# What to produce:
Once you reach the line with "Serialize what can", copy it and every line after it exactly, up to the end of the data. Omit the pictures.

# Provided data:
Content starts

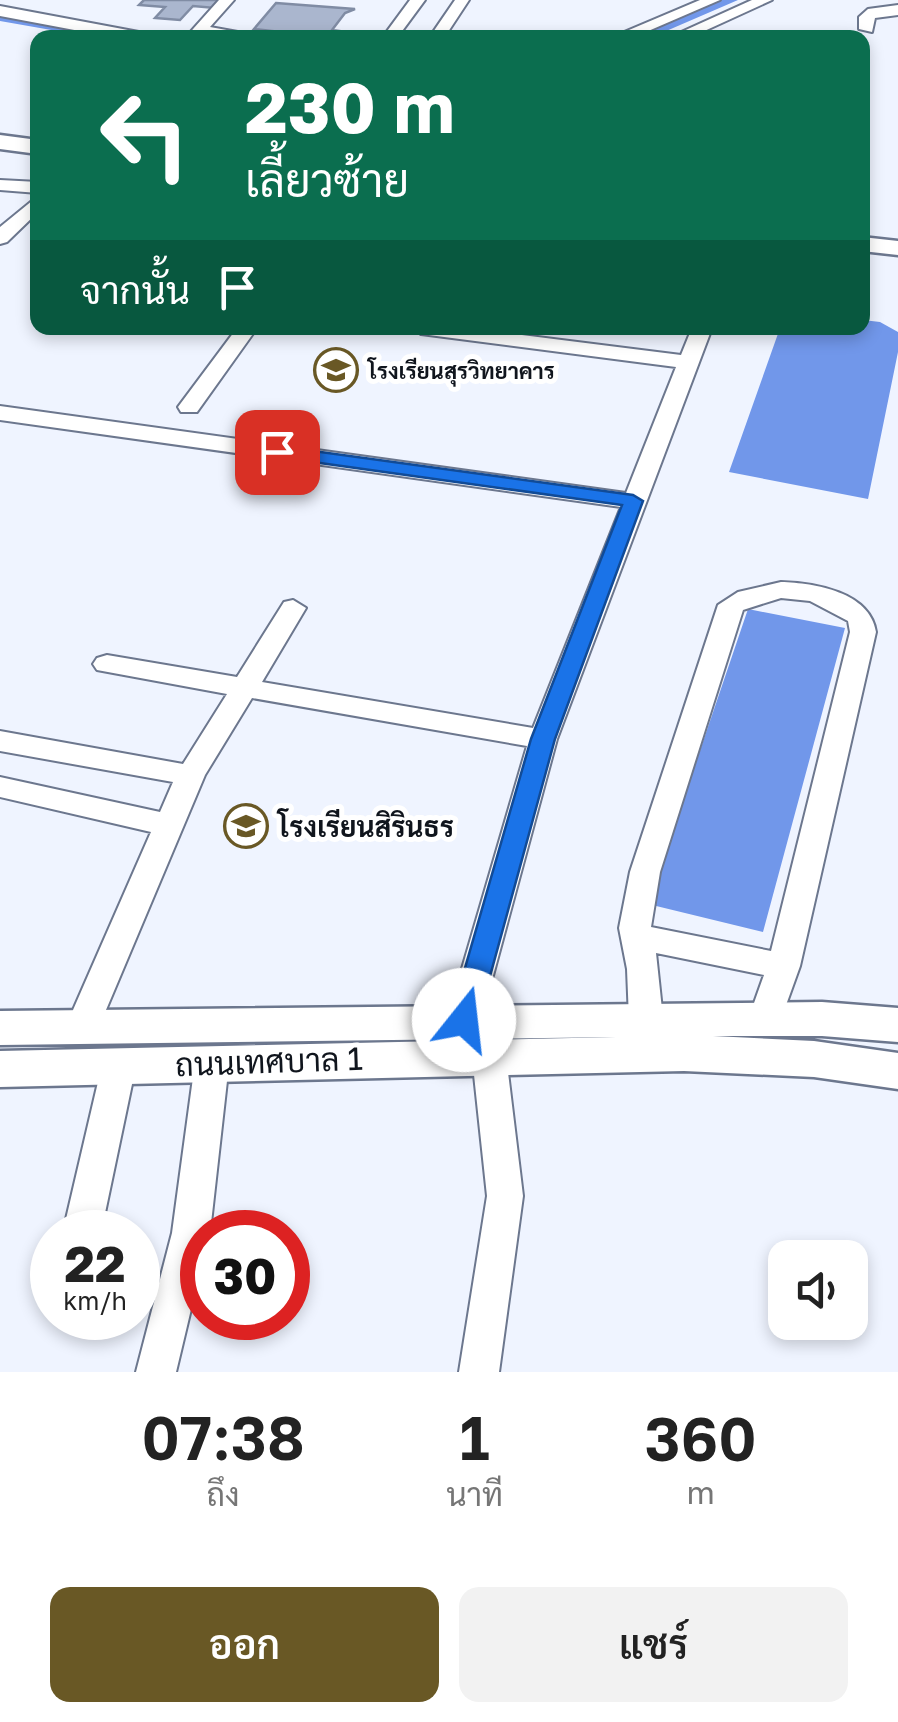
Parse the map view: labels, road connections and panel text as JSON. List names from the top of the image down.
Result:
{
  "streets": {
    "main road": ["ถนนเทศบาล 1"]
  },
  "places": {
    "school or university": ["โรงเรียนสุรวิทยาคาร", "โรงเรียนสิรินธร"]
  },
  "page": {
    "turn": ["230 m", "เลี้ยวซ้าย"],
    "then": "จากนั้น",
    "speed": "22 km/h",
    "limit": "30",
    "eta": [
      "07:38",
      "ถึง",
      "1",
      "นาที",
      "360",
      "m"
    ],
    "buttons": ["ออก", "แชร์"]
  }
}
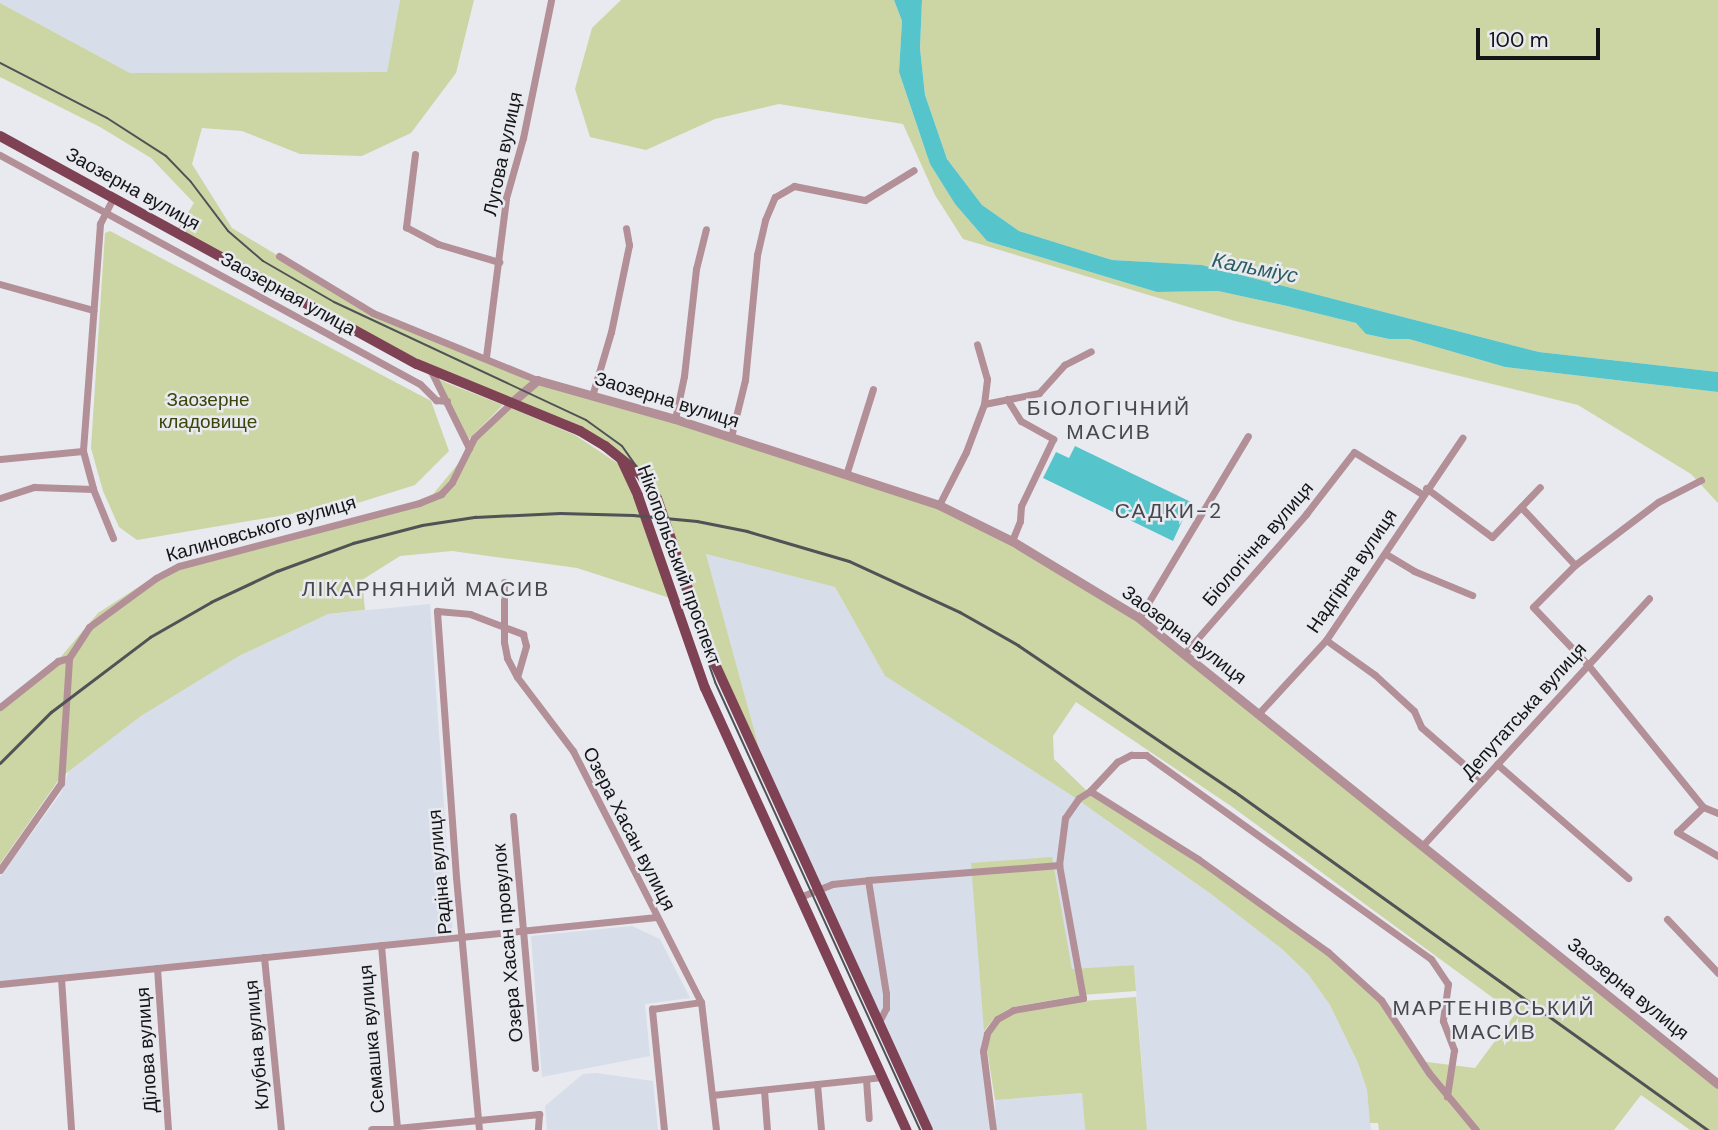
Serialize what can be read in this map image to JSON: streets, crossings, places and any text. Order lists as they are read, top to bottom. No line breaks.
{"streets":{"main road":["Заозерна вулиця","Нікопольський проспект"],"street":["Лугова вулиця","Заозерная улица","Калиновського вулиця","Біологічна вулиця","Надгірна вулиця","Депутатська вулиця","Озера Хасан вулиця","Радіна вулиця","Озера Хасан провулок","Семашка вулиця","Клубна вулиця","Ділова вулиця"]},"crossings":[["Лугова вулиця","Заозерна вулиця"],["Заозерна вулиця","Калиновського вулиця"],["Заозерна вулиця","Біологічна вулиця"],["Заозерна вулиця","Нікопольський проспект"],["Заозерна вулиця","Надгірна вулиця"],["Заозерна вулиця","Депутатська вулиця"],["Біологічна вулиця","Надгірна вулиця"],["Озера Хасан вулиця","Радіна вулиця"]],"districts":["БІОЛОГІЧНИЙ МАСИВ","САДКИ-2","ЛІКАРНЯНИЙ МАСИВ","МАРТЕНІВСЬКИЙ МАСИВ"],"water":["Кальміус"],"parks":["Заозерне кладовище"],"scale_bar":"100 m"}
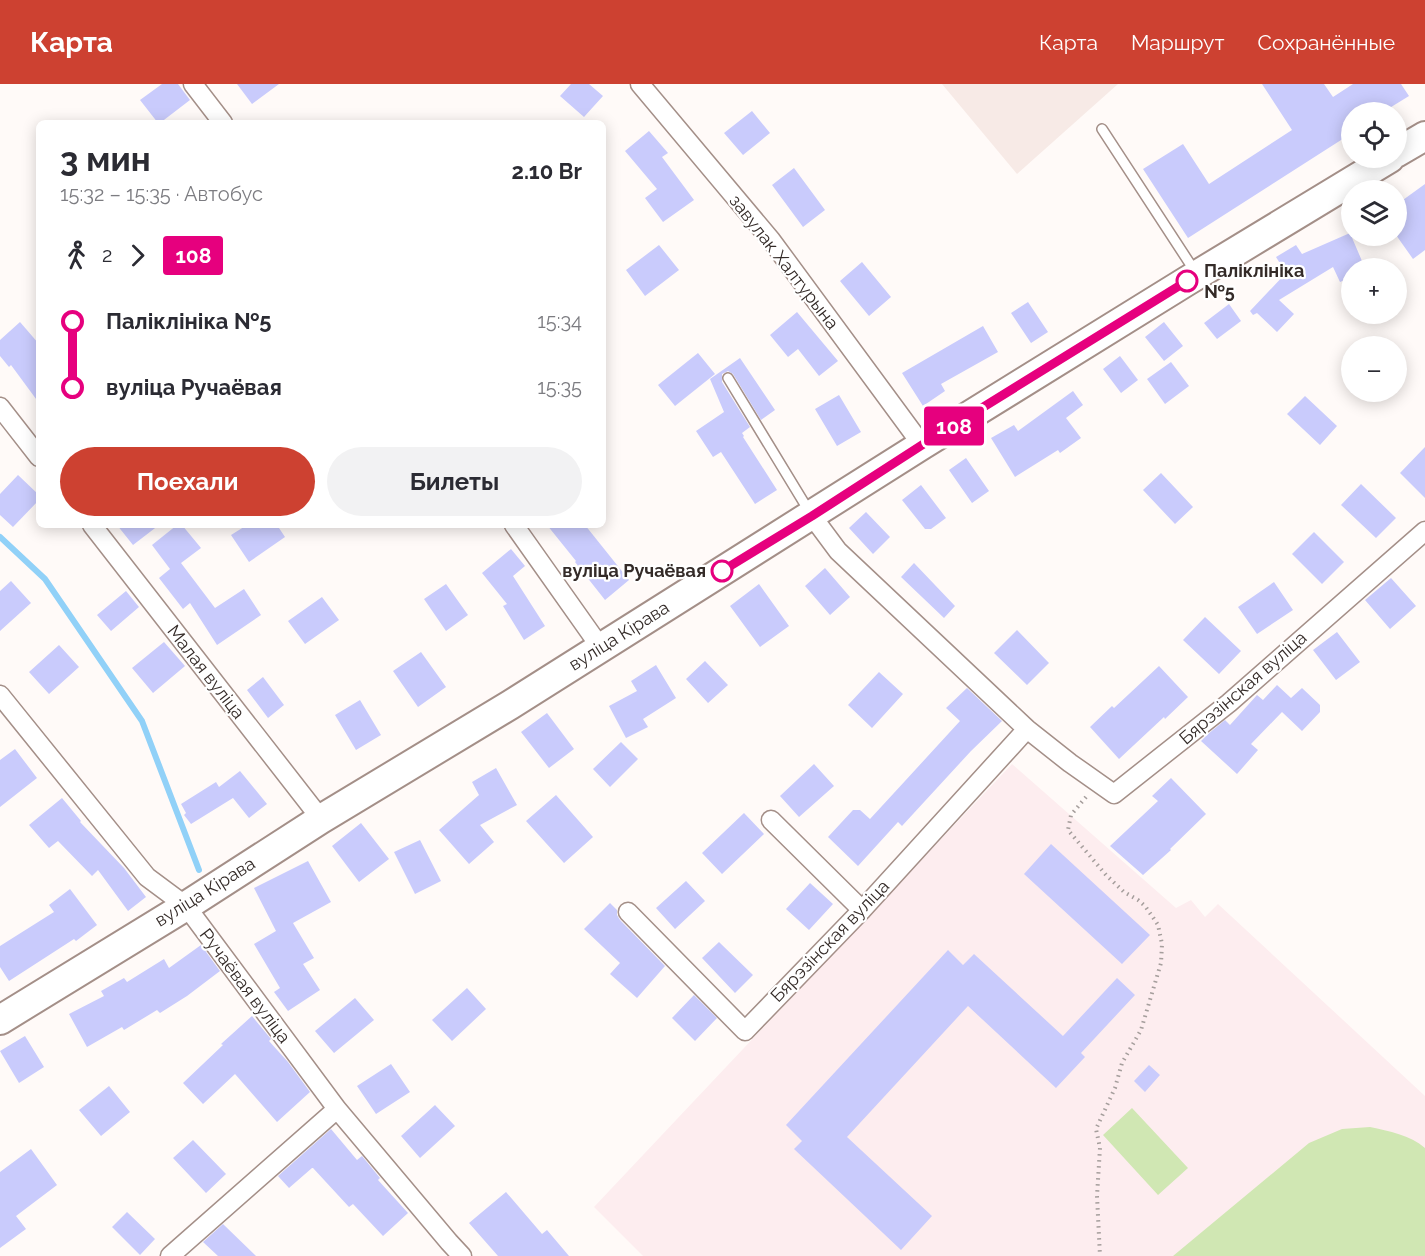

Content ends

# Task solution:
Serialize what can be read in this map image to JSON: streets, crossings, places and any text. Order lists as they are read, top to bottom. No line breaks.
{"streets":{"main road":["Заозерна вулиця","Нікопольський проспект"],"street":["Лугова вулиця","Заозерная улица","Калиновського вулиця","Біологічна вулиця","Надгірна вулиця","Депутатська вулиця","Озера Хасан вулиця","Радіна вулиця","Озера Хасан провулок","Семашка вулиця","Клубна вулиця","Ділова вулиця"]},"crossings":[["Лугова вулиця","Заозерна вулиця"],["Заозерна вулиця","Калиновського вулиця"],["Заозерна вулиця","Біологічна вулиця"],["Заозерна вулиця","Нікопольський проспект"],["Заозерна вулиця","Надгірна вулиця"],["Заозерна вулиця","Депутатська вулиця"],["Біологічна вулиця","Надгірна вулиця"],["Озера Хасан вулиця","Радіна вулиця"]],"districts":["БІОЛОГІЧНИЙ МАСИВ","САДКИ-2","ЛІКАРНЯНИЙ МАСИВ","МАРТЕНІВСЬКИЙ МАСИВ"],"water":["Кальміус"],"parks":["Заозерне кладовище"],"scale_bar":"100 m"}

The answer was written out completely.